Closes #5. The feedback pipeline in LoopRunner already existed but was gated on loop.channelId, which was always null because the agent never plumbed channel_id/conversation_id into the in-process MCP tool call, that context only lived in the router. - AsyncLocalStorage<SlackContext> captures the Slack channel/thread/ trigger-message for the current turn so phantom_loop can auto-fill them when the agent omits them. Explicit tool args still win. - Reaction ladder on the operator's original message: hourglass -> cycle -> terminal (check/stop/warning/x). Restart-safe via iteration === 1 check, no in-memory flag. - Inline unicode progress bar in the edited status message. - New trigger_message_ts column on loops, appended as migration #11. - Extracted LoopNotifier into src/loop/notifications.ts, runner.ts was already at the 300-line cap. 34 new tests, 938 pass / 0 fail.

…tion Two defects surfaced during the first Slack end-to-end test of the loop feedback fix: 1. Stop button disappeared after the first tick. Slack's chat.update replaces the message wholesale and strips any blocks the caller does not include. postStartNotice attached the button but postTickUpdate called updateMessage without blocks, so the button was wiped on the first progress edit. Extract buildStatusBlocks() and re-send it on every tick edit. Final notice still omits blocks intentionally so the button disappears when the loop is no longer interruptible. 2. No end-of-loop summary. The agent curates the state.md body every tick (Goal, Progress, Next Action, Notes), but that content never reached the operator. Post it as a threaded reply when the loop finalizes. No extra agent cost: we surface content the agent already wrote. Frontmatter stripped, truncated at 3500 chars, silently skipped if the file is missing or empty. +7 tests covering both regressions. 945 pass / 0 fail.

…l message 1. Tick update race: postTickUpdate was fire-and-forget, so a stop on tick N+1 could race with tick N's Slack write. If the tick update's HTTP response arrived after postFinalNotice, it overwrote the final message and re-sent the Stop button blocks. Awaiting postTickUpdate serializes Slack writes so finalize always runs after the last tick update completes. 2. Final message now includes the progress bar at its halted position, visually consistent with tick updates.

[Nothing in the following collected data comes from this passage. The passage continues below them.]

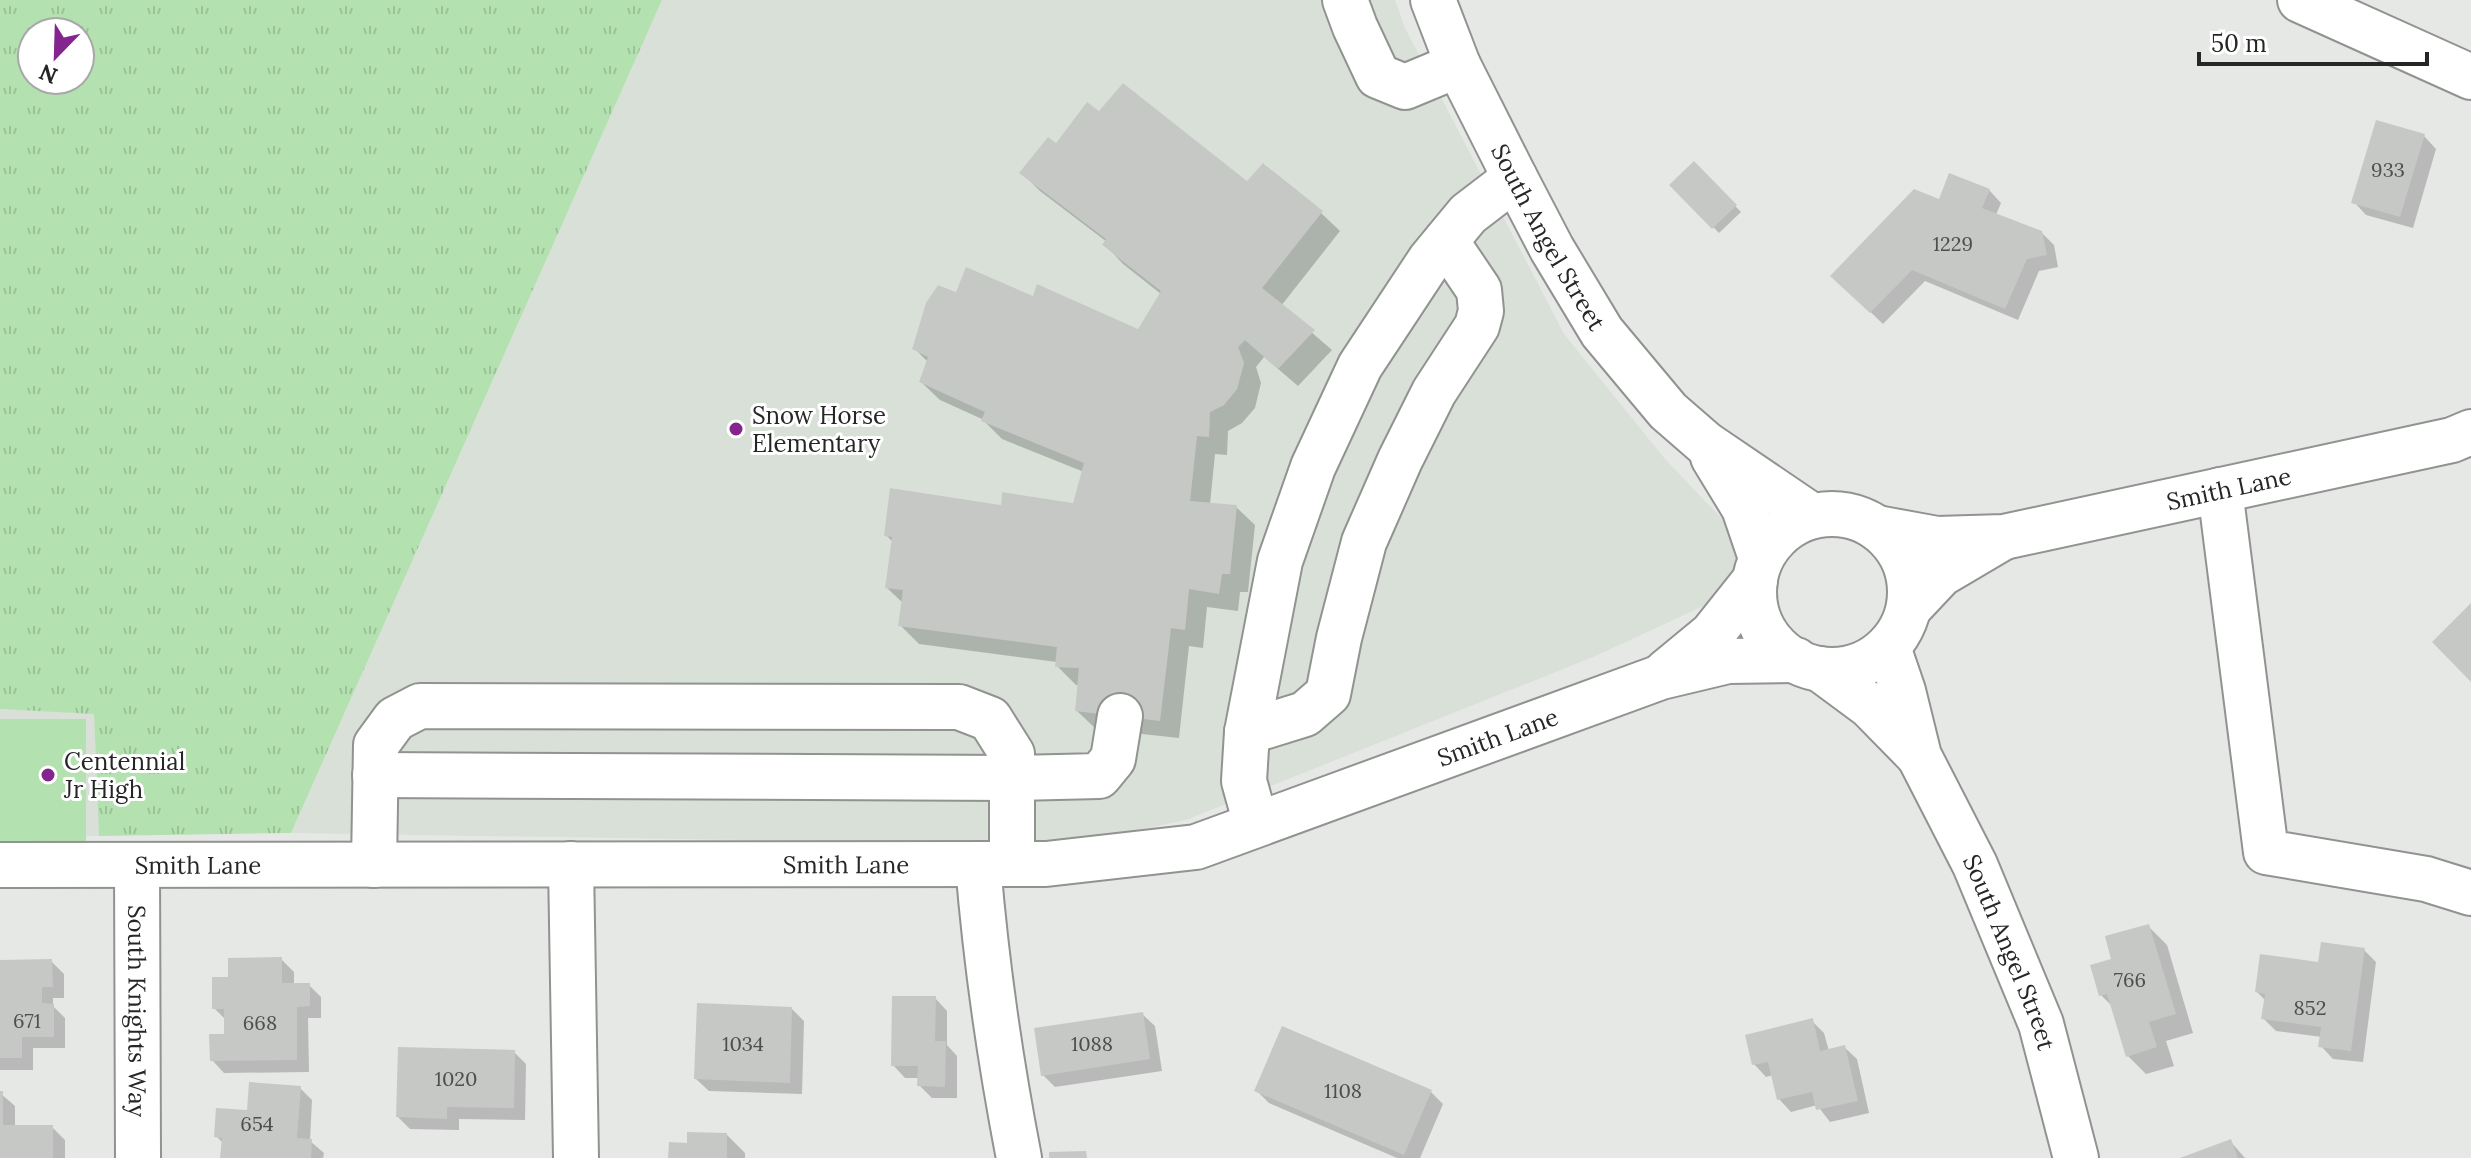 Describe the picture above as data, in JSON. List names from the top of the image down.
{
  "streets": {
    "street": ["South Angel Street", "Smith Lane", "South Knights Way"]
  },
  "crossings": [
    ["South Angel Street", "Smith Lane"],
    ["Smith Lane", "South Knights Way"]
  ],
  "places": ["Snow Horse Elementary", "Centennial Jr High"],
  "house_numbers": [
    "933",
    "1229",
    "766",
    "852",
    "671",
    "668",
    "1034",
    "1088",
    "1020",
    "1108",
    "654"
  ],
  "scale_bar": "50 m",
  "north": "bottom left"
}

A stopped loop at 3/10 shows the bar frozen at 3/10 with "stopped" instead of a terse one-liner.

…oop ticks Loop ticks now use Phantom's full intelligence stack instead of running blind: Phase 1 - Memory context injection: cached once at loop start from the goal, injected into every tick prompt via TickPromptOptions. Cleared on finalize, rebuilt on resume. Phase 2 - Post-loop evolution and consolidation: bounded transcript accumulation (first tick + rolling 10 summaries + last tick), SessionData synthesis in finalize(), fire-and-forget evolution pipeline and LLM/heuristic memory consolidation with cost-cap guards matching the interactive path. Phase 3 - Mid-loop critique checkpoints: optional checkpoint_interval param lets the agent request Sonnet 4.6 review every N ticks. Guard requires evolution enabled, LLM judges active, and cost cap not exceeded. Critique is awaited before next tick to avoid race conditions. Closes #8

- Decouple postLoopDeps so evolution and memory run independently (evolution works when memory is down and vice versa) - Skip mid-loop critique on terminal ticks to avoid wasted Sonnet calls - Track judge cost on failure paths via JudgeParseError carrying usage data - Extract recordTranscript/clamp from runner.ts to post-loop.ts (292 < 300 lines)

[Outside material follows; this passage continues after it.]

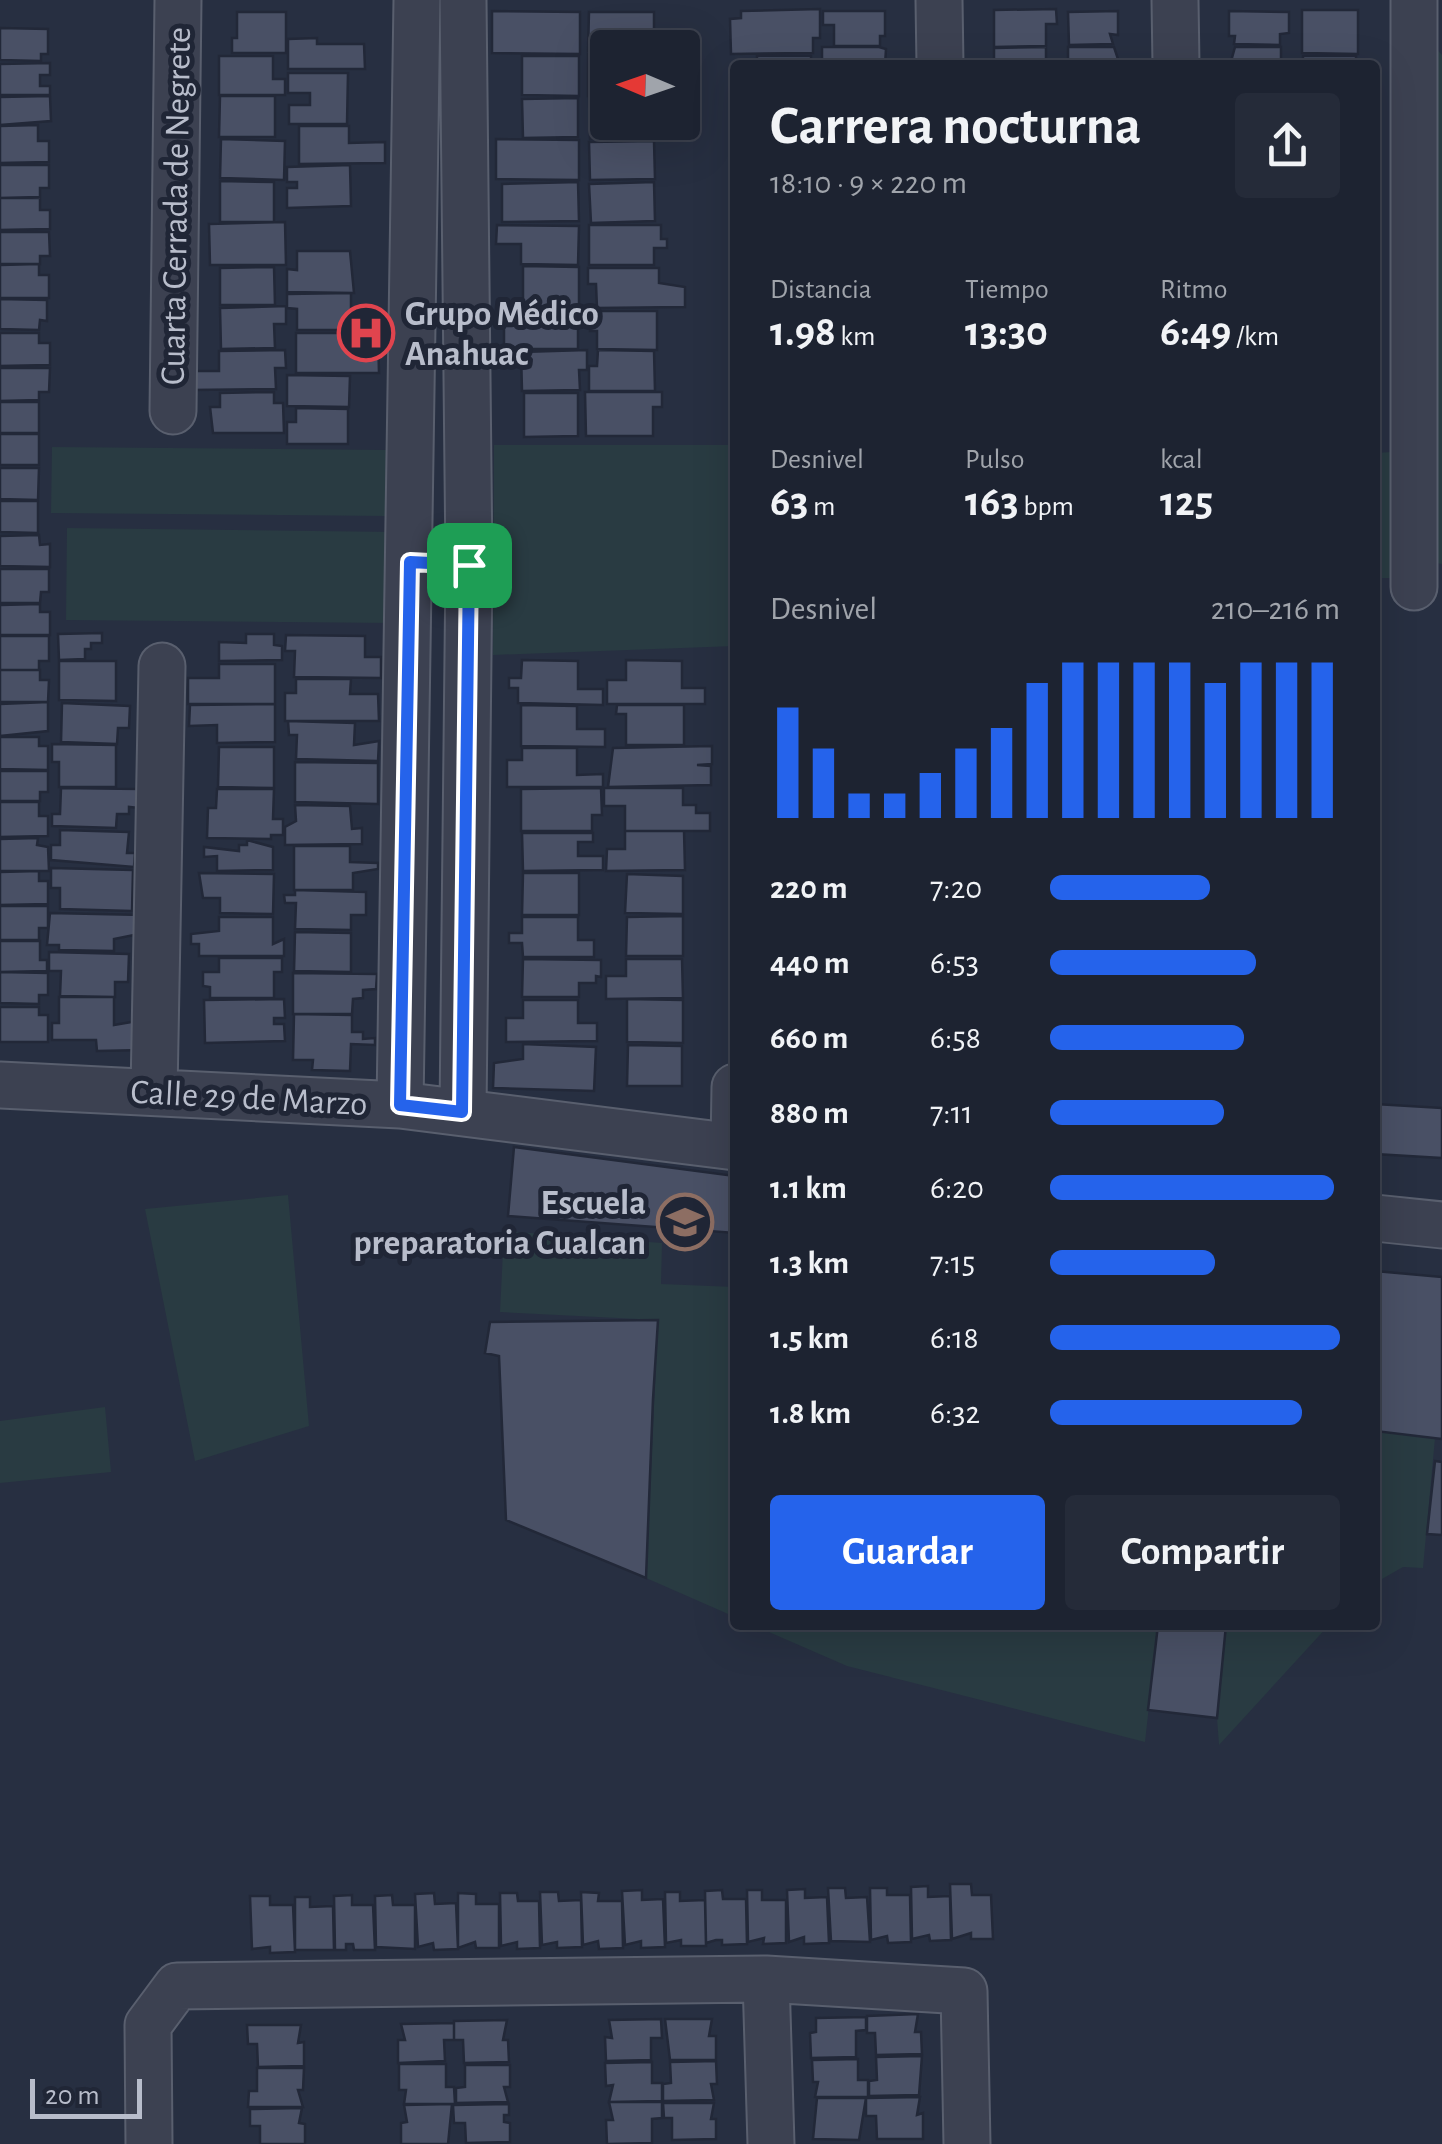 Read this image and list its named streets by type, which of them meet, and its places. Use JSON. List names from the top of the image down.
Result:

PR #7 was squash-merged into main while PR #9's branch still had the original commits. Conflicts were all additive - kept PR #9's features (checkpoint_interval, memory context, critique, post-loop pipeline) while adopting main's improved error formatting and race condition comment in the tick update await.

PR #7 was squash-merged into main while this branch still had the original commits. Kept all PR #9 features (checkpoint_interval, memory context, critique, post-loop pipeline) while adopting main's improved error formatting and race condition comment.

Wire setTriggerDeps before startServer so the handler is ready on the first request. Use server.url.origin instead of manually building the URL from server.port which can race in CI. Add a health check fetch to confirm the server is accepting connections before tests run.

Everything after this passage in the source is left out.